Two: Even if #1 has a well-defined answer, such that I could block until Metal is done with the buffer and then start modifying it for the next drawPrimitives: call, is that a reasonable design? I guess it would mean that my CPU thread would be repeatedly blocking to wait for the memory transfers, which is not great. So does that pretty much push me to a design where each object has its own vertex buffer?
Three: OK, suppose each object has its own vertex buffer, or I do one "big bang" render of the whole thing with a single big vertex buffer (this question applies to both designs, I think). After I call presentDrawable: and then commit on my command buffer, my app will go off and do a little work, and then will try to update the display, so my drawing code now executes again. I'd like to reuse the vertex buffers I allocated before, overwriting the data in them to do the new, updated display. But again: how do I know when that is safe? As I understand it, the fact that commit returned to my code doesn't mean Metal is done copying my vertex buffers to the GPU yet, and in the general case I have to assume that could take an arbitrarily long time, so it might not be done yet when I re-enter my drawing code. What's the right way to tell? And again: should I just block waiting until they are available (however I'm supposed to do that), or should I have a second set of vertex buffers that I can use in case Metal is still busy with the first set? (That seems like it just pushes the problem down the pike, since when my drawing code is entered for the third update both previously used sets of buffers might not yet be available, right? So then I could add a third set of vertex buffers, but then the fourth update...)
Four: For drawing the frame and subframes, I'd like to just write a reuseable "drawFrame" type of function that everybody can call, but I'm a bit puzzled as to the right design. With OpenGL this was easy:
- (void)drawViewFrameInBounds:(NSRect)bounds
{
int ox = (int)bounds.origin.x, oy = (int)bounds.origin.y;
glColor3f(0.77f, 0.77f, 0.77f);
glRecti(ox, oy, ox + 1, oy + (int)bounds.size.height);
glRecti(ox + 1, oy, ox + (int)bounds.size.width - 1, oy + 1);
glRecti(ox + (int)bounds.size.width - 1, oy, ox + (int)bounds.size.width, oy + (int)bounds.size.height);
glRecti(ox + 1, oy + (int)bounds.size.height - 1, ox + (int)bounds.size.width - 1, oy + (int)bounds.size.height);
}
But with Metal I'm not sure what a good design is. I guess the function can't just have its own little vertex buffer declared as a local static array, into which it throws vertices and then calls drawPrimitives:, because if it gets called twice in a row Metal might not yet have copied the vertex data from the first call when the second call wants to modify the buffer. I obviously don't want to have to allocate a new vertex buffer every time the function gets called. I could have the caller pass in a vertex buffer for the function to use, but that just pushes the problem out a level; how should the caller handle this situation, then? Maybe I could have the function append new vertices onto the end of a growing list of vertices in a buffer provided by the caller; but this seems to either force the whole render to be completely pre-planned (so that I can preallocate a big buffer of the right size to fit all of the vertices everybody will draw – which requires the top-level drawing code to somehow know how many vertices every object will end up generating, which violates encapsulation), or to do a design where I have an expanding vertex buffer that gets realloc'ed as needed when its capacity proves insufficient. I know how to do these things; but none of them feels right. I'm struggling with what the right design is, because I don't really understand Metal's memory model well enough, I think. Any advice? Apologies for the very long multi-part question, but I think all of this goes to the same basic lack of understanding.

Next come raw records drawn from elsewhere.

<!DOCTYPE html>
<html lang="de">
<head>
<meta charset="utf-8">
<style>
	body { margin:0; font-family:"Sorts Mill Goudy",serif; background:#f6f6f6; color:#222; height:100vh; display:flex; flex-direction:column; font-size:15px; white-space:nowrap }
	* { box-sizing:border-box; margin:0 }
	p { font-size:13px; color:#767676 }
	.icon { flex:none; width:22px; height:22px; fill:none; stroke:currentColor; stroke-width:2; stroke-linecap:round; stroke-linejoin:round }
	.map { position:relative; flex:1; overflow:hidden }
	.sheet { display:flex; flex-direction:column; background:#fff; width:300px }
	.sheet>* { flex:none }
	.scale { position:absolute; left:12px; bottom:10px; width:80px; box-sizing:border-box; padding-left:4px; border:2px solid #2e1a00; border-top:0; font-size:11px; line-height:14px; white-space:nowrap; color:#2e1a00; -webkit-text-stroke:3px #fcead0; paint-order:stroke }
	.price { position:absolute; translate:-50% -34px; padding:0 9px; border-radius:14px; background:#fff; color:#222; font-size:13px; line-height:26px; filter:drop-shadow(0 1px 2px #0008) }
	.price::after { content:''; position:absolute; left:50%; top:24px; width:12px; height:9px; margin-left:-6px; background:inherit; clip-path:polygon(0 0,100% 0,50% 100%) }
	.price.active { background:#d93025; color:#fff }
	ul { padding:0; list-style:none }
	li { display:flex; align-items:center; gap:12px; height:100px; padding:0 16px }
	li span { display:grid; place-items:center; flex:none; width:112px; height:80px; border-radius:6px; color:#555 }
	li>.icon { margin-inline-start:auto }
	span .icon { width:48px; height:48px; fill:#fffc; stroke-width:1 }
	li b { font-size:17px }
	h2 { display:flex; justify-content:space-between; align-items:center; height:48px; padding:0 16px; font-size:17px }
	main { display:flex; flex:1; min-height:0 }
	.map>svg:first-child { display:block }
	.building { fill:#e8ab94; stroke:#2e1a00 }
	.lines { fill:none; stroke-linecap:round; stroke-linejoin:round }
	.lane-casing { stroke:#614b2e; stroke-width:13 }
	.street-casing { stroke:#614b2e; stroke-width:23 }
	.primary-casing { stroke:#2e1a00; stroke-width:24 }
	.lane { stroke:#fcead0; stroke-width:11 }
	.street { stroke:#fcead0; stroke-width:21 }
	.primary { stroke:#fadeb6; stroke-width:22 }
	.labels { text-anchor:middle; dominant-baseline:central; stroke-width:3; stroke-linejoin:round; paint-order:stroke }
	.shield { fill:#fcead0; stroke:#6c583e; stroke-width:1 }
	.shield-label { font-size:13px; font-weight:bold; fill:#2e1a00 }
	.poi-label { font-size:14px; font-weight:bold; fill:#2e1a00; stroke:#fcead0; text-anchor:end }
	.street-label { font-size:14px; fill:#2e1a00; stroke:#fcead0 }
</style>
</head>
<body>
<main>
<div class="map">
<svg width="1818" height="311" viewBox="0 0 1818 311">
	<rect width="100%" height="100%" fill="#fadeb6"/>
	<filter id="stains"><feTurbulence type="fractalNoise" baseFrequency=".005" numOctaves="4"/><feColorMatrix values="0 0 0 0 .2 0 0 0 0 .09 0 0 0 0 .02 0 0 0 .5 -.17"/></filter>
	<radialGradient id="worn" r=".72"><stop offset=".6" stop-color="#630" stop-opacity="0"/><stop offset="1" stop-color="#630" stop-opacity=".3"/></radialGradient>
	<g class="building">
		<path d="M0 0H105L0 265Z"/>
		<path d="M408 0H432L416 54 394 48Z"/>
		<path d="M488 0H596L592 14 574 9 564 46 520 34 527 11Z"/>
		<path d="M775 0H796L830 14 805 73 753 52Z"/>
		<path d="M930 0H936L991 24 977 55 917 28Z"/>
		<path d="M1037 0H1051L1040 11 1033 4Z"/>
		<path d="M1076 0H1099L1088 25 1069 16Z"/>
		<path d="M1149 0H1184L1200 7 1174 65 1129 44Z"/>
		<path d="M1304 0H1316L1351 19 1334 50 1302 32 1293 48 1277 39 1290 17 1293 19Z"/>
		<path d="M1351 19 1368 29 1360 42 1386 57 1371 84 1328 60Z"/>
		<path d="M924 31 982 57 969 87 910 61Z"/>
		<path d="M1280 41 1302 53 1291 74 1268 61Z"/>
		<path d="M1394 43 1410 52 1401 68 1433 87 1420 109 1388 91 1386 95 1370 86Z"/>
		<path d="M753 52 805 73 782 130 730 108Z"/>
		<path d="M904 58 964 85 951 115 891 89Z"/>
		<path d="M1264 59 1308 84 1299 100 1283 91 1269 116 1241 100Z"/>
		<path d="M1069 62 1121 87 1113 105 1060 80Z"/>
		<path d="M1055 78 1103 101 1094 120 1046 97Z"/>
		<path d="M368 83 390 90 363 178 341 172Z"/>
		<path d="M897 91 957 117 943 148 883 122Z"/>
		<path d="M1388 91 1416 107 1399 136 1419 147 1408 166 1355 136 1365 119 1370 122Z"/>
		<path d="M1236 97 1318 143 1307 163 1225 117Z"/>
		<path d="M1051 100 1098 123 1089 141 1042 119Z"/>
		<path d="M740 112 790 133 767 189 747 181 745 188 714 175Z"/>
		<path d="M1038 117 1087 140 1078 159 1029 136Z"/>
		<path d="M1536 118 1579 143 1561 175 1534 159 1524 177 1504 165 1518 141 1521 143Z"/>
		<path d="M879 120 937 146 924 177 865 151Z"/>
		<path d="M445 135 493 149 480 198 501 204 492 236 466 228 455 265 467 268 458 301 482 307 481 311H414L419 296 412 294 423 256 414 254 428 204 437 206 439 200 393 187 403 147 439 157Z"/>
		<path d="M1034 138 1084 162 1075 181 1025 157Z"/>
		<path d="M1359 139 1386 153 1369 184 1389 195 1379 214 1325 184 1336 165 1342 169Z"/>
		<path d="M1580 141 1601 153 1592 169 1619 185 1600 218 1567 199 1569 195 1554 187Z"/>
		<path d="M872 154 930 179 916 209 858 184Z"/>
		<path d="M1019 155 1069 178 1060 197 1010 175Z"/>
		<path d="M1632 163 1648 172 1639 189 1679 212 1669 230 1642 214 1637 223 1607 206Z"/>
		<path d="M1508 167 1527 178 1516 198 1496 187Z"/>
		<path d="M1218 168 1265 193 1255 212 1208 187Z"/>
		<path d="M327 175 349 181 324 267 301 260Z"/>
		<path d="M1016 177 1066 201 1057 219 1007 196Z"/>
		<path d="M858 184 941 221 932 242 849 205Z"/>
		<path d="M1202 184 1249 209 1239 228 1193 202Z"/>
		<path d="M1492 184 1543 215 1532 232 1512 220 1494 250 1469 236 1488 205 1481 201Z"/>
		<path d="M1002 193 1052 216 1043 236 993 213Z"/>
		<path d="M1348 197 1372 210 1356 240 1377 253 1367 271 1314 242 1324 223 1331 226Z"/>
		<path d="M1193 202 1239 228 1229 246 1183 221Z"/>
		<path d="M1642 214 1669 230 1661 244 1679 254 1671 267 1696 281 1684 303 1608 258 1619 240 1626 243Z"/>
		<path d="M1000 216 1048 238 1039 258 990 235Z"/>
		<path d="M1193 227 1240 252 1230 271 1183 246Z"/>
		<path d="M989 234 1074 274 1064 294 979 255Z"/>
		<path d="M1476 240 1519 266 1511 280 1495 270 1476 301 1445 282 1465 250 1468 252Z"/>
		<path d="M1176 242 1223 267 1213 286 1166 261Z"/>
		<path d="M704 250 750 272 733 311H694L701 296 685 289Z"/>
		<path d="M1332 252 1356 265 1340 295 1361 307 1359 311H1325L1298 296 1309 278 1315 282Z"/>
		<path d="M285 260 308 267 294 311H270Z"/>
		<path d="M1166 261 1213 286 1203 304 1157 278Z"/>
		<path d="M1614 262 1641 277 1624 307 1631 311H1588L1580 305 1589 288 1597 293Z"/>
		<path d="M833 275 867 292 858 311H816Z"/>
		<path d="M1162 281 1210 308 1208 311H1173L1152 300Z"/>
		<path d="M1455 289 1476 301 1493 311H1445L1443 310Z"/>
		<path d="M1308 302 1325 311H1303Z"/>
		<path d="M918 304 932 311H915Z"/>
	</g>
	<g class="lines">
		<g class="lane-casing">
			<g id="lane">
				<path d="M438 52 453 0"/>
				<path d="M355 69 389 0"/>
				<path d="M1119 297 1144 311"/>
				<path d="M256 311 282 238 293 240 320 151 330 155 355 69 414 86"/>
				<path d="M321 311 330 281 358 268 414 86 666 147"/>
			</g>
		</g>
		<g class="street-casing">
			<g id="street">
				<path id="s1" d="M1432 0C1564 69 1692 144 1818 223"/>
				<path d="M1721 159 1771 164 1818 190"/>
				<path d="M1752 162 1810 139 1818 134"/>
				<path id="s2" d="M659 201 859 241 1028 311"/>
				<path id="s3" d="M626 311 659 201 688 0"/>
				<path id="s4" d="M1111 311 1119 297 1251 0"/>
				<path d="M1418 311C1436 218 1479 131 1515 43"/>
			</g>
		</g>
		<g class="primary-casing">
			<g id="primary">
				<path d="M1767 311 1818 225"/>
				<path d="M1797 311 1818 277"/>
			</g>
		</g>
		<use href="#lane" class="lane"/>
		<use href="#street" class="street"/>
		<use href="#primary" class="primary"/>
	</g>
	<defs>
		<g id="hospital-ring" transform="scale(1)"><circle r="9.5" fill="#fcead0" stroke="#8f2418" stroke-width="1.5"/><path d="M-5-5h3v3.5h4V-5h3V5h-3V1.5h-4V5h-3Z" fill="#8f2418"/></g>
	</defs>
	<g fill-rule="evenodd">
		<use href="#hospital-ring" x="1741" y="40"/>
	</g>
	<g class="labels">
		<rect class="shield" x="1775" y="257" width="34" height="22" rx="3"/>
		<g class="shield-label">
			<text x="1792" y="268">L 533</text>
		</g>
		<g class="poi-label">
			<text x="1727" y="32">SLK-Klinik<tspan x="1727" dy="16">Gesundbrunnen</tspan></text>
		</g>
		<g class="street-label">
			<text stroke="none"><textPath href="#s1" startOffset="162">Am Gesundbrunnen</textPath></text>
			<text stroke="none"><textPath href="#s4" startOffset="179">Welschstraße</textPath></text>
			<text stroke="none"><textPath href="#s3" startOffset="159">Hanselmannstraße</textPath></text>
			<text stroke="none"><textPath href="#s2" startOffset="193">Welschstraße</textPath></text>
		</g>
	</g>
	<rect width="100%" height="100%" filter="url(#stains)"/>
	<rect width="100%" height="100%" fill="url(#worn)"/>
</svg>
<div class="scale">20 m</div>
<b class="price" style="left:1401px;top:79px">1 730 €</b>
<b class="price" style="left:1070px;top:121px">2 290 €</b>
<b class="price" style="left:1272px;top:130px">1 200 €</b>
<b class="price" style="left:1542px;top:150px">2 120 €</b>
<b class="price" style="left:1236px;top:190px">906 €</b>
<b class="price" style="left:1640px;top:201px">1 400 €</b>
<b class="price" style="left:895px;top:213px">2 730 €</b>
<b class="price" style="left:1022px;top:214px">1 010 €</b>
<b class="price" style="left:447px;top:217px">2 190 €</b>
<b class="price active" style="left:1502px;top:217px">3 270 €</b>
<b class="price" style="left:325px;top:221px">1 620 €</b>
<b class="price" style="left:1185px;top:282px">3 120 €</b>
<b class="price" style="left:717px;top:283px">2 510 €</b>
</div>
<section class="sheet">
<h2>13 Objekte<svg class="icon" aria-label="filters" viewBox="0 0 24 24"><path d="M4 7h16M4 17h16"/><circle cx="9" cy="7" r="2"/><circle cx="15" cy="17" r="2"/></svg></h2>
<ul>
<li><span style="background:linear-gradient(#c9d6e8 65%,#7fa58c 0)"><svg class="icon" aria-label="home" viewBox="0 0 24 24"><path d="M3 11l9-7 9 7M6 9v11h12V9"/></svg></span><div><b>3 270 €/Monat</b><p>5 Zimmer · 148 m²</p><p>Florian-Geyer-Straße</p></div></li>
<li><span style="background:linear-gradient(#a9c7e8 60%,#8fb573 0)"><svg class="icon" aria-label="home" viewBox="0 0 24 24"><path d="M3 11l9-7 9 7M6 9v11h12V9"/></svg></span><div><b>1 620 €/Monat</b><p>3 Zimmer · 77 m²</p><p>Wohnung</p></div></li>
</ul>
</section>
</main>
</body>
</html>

The short answer to you underlying question is: you should not overwrite resources that are used by commands added to a command buffer until that command buffer has completed. The best way to determine that is to add a completion handler. You could also poll the status property of the command buffer, but that's not as good.
First, until you commit the command buffer, nothing is copied to the GPU. Further, as you noted, even after you commit the command buffer, you can't assume the data has been fully copied to the GPU.
Second, you should, in the simple case, put all drawing for a frame into a single command buffer. Creating and committing a lot of command buffers (like one for every object that draws) adds overhead.
These two points combined means you can't typically reuse a resource during the same frame. Basically, you're going to have to double- or triple-buffer to get correctness and good performance simultaneously.
A typical technique is to create a small pool of buffers guarded by a semaphore. The semaphore count is initially the number of buffers in the pool. Code which wants a buffer waits on the semaphore and, when that succeeds, take a buffer out of the pool. It should also add a completion handler to the command buffer that puts the buffer back in the pool and signals the semaphore.
You could use a dynamic pool of buffers. If code wants a buffer and the pool is empty, it creates a buffer instead of blocking. Then, when it's done, it adds the buffer to the pool, effectively increasing the size of the pool. However, there's typically no point in doing that. You would only need more than three buffers if the CPU is running way ahead of the GPU, and there's no real benefit to that.
As to your desire to have each object draw itself, that can certainly be done. I'd use a large vertex buffer along with some metadata about how much of it has been used so far. Each object that needs to draw will append its vertex data to the buffer and encode its drawing commands referencing that vertex data. You would use the vertexStart parameter to have the drawing command reference the right place in the vertex buffer.
You should also consider indexed drawing with the primitive restart value so there's only a single draw command which draws all of the primitives. Each object would add its primitive to the shared vertex data and index buffers and then some high level controller would do the draw.

Related

Is it better to store uniform descriptors in a single buffer or use seperate buffers for each frame?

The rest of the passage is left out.